## INPUT FOR THIS TASK
__________

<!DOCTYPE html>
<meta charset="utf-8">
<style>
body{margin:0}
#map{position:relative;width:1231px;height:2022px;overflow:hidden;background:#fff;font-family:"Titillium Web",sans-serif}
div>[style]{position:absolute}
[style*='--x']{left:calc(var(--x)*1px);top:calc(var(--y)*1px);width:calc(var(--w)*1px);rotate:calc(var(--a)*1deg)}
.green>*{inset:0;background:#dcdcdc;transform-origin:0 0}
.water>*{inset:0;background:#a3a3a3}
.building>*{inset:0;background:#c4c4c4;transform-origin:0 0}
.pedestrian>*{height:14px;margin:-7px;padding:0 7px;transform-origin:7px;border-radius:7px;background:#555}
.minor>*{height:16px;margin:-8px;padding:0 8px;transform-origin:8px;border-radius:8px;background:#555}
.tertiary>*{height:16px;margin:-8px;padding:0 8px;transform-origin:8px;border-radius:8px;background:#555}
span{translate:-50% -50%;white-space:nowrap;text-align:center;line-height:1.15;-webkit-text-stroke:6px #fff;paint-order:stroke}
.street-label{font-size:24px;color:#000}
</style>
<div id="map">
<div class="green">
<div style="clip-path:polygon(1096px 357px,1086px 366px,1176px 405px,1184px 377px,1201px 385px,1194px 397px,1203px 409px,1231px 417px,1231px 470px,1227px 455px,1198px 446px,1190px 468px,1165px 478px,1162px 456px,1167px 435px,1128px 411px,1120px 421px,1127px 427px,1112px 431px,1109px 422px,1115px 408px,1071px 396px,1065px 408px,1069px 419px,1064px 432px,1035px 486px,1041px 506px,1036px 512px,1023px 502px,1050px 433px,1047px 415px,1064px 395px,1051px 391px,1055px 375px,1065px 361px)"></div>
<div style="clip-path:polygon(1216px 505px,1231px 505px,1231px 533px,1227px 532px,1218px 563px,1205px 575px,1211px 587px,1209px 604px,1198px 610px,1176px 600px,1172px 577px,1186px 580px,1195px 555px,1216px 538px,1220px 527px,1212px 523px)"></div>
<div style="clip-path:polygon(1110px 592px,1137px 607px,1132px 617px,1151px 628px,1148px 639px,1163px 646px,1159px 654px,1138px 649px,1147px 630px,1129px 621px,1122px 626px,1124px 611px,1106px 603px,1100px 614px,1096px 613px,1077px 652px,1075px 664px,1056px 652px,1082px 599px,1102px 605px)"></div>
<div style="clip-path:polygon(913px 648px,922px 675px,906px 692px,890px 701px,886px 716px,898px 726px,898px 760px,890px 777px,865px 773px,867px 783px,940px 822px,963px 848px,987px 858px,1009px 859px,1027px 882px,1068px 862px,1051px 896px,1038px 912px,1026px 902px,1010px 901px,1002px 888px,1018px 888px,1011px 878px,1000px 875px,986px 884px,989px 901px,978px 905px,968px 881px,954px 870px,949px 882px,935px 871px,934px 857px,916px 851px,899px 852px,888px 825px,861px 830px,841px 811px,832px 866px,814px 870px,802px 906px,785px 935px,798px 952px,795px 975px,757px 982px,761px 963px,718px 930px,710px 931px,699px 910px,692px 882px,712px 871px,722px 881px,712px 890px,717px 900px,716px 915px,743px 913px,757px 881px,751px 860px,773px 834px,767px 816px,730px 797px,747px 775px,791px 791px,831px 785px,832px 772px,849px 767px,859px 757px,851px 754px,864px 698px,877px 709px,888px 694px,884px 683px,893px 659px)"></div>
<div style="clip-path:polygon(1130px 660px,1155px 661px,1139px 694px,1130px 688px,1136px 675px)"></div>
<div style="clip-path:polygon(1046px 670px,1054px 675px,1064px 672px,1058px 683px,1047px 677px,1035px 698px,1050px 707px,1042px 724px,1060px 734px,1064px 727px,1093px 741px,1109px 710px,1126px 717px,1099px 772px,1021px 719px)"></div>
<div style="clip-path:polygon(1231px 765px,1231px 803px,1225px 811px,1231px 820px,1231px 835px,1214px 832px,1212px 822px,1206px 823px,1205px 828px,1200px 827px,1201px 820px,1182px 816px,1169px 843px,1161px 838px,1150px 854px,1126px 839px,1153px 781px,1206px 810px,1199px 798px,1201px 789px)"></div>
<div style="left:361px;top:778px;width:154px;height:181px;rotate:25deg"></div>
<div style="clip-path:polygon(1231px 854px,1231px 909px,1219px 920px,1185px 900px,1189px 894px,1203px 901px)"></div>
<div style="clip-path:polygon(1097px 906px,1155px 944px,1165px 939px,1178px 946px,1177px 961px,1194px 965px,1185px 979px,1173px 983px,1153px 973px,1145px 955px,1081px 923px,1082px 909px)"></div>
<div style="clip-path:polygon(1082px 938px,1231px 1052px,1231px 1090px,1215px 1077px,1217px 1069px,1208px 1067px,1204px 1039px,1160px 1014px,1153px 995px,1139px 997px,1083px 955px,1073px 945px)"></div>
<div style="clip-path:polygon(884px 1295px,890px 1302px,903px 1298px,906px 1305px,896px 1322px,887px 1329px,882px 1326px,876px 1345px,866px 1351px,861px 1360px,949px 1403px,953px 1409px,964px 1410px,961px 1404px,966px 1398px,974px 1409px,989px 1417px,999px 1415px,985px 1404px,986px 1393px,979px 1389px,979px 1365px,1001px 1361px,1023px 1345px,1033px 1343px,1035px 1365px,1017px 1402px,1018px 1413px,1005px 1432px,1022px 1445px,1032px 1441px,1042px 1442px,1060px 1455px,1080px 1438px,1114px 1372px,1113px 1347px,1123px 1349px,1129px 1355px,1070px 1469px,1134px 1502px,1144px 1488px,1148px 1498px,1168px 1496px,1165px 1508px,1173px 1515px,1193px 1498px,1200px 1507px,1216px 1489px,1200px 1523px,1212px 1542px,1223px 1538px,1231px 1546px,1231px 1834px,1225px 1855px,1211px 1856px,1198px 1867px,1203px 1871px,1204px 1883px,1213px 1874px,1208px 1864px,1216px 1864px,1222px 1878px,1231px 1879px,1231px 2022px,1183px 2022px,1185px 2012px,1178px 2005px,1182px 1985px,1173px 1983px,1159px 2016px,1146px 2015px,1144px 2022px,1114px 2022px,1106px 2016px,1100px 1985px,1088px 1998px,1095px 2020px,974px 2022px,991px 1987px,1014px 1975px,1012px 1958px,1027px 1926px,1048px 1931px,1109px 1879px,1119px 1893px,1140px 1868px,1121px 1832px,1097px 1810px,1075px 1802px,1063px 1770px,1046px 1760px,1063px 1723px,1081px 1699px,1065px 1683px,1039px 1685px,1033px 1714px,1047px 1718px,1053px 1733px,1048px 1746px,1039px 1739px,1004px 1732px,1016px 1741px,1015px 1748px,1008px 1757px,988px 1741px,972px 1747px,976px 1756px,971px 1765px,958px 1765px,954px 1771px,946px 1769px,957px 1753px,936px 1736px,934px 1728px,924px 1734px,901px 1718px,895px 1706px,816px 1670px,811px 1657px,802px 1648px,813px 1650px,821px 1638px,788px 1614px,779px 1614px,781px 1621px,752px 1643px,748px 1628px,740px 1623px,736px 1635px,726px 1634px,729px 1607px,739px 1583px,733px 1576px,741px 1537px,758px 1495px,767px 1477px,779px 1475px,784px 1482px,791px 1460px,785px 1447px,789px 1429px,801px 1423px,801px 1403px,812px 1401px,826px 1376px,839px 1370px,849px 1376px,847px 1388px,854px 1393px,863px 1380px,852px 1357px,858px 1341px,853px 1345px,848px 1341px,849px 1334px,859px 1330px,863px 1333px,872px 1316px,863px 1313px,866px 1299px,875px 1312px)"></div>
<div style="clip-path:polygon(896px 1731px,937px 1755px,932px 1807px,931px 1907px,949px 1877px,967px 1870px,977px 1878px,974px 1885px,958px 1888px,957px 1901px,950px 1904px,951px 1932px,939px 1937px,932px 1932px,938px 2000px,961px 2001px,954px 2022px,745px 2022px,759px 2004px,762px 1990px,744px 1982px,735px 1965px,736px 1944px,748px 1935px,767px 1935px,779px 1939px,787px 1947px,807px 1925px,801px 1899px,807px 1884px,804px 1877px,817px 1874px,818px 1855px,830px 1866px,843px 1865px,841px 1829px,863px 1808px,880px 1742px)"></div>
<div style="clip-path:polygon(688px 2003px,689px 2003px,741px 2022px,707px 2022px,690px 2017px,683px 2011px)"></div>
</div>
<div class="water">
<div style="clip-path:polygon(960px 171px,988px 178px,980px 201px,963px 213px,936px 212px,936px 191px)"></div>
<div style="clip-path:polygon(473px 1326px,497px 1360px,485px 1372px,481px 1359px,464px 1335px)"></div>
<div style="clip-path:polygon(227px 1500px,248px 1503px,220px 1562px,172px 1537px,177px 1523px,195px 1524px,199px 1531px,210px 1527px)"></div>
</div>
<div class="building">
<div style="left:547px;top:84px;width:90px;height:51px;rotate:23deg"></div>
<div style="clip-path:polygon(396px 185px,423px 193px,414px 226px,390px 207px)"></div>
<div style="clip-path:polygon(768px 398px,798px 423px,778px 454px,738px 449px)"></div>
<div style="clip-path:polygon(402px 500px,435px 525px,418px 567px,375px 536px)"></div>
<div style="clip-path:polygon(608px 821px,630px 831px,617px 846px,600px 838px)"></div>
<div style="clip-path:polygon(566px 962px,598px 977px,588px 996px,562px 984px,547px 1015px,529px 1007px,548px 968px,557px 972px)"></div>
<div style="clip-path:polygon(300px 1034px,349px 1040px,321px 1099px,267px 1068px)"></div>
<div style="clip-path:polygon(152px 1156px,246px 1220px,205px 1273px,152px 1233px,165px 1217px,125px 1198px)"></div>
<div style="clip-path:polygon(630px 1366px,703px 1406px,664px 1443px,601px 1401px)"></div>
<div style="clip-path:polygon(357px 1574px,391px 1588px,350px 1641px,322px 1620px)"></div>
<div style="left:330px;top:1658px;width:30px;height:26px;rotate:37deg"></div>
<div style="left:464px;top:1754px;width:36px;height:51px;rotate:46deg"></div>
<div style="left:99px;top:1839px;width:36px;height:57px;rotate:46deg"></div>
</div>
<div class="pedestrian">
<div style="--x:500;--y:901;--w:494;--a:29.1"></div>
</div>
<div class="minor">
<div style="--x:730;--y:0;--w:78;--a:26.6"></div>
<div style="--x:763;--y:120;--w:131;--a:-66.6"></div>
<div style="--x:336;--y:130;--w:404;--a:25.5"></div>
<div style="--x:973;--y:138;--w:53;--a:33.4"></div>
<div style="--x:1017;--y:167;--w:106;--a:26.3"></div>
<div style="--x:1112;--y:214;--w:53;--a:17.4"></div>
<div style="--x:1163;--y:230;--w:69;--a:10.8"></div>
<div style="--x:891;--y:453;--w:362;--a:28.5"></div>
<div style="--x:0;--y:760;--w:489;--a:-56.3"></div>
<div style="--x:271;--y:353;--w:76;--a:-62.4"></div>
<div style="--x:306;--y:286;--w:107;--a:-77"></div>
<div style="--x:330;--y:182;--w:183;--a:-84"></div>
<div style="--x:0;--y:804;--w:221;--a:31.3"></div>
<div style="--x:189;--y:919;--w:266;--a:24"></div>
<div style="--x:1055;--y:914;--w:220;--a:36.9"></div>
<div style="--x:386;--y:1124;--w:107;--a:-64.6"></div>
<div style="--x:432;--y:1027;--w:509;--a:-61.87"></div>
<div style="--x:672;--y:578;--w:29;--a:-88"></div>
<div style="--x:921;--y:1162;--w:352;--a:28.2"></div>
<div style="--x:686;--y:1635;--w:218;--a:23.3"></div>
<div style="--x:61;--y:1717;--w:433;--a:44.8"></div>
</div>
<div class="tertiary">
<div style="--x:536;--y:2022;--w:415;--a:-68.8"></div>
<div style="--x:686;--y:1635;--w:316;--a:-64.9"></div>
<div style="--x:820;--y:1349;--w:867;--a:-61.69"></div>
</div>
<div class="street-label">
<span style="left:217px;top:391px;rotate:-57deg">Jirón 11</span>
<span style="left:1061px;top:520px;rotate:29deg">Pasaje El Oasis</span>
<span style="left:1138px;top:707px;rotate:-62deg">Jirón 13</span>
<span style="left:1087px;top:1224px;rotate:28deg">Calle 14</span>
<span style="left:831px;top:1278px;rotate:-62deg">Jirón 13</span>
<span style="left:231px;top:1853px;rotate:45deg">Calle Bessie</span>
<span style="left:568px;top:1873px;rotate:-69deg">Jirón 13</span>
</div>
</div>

__________

## WHAT IS BEING ASKED
Lines of the data that include the string "position" are to be counted; report the total by itself.

## REPLY TO THE EXERCISE
2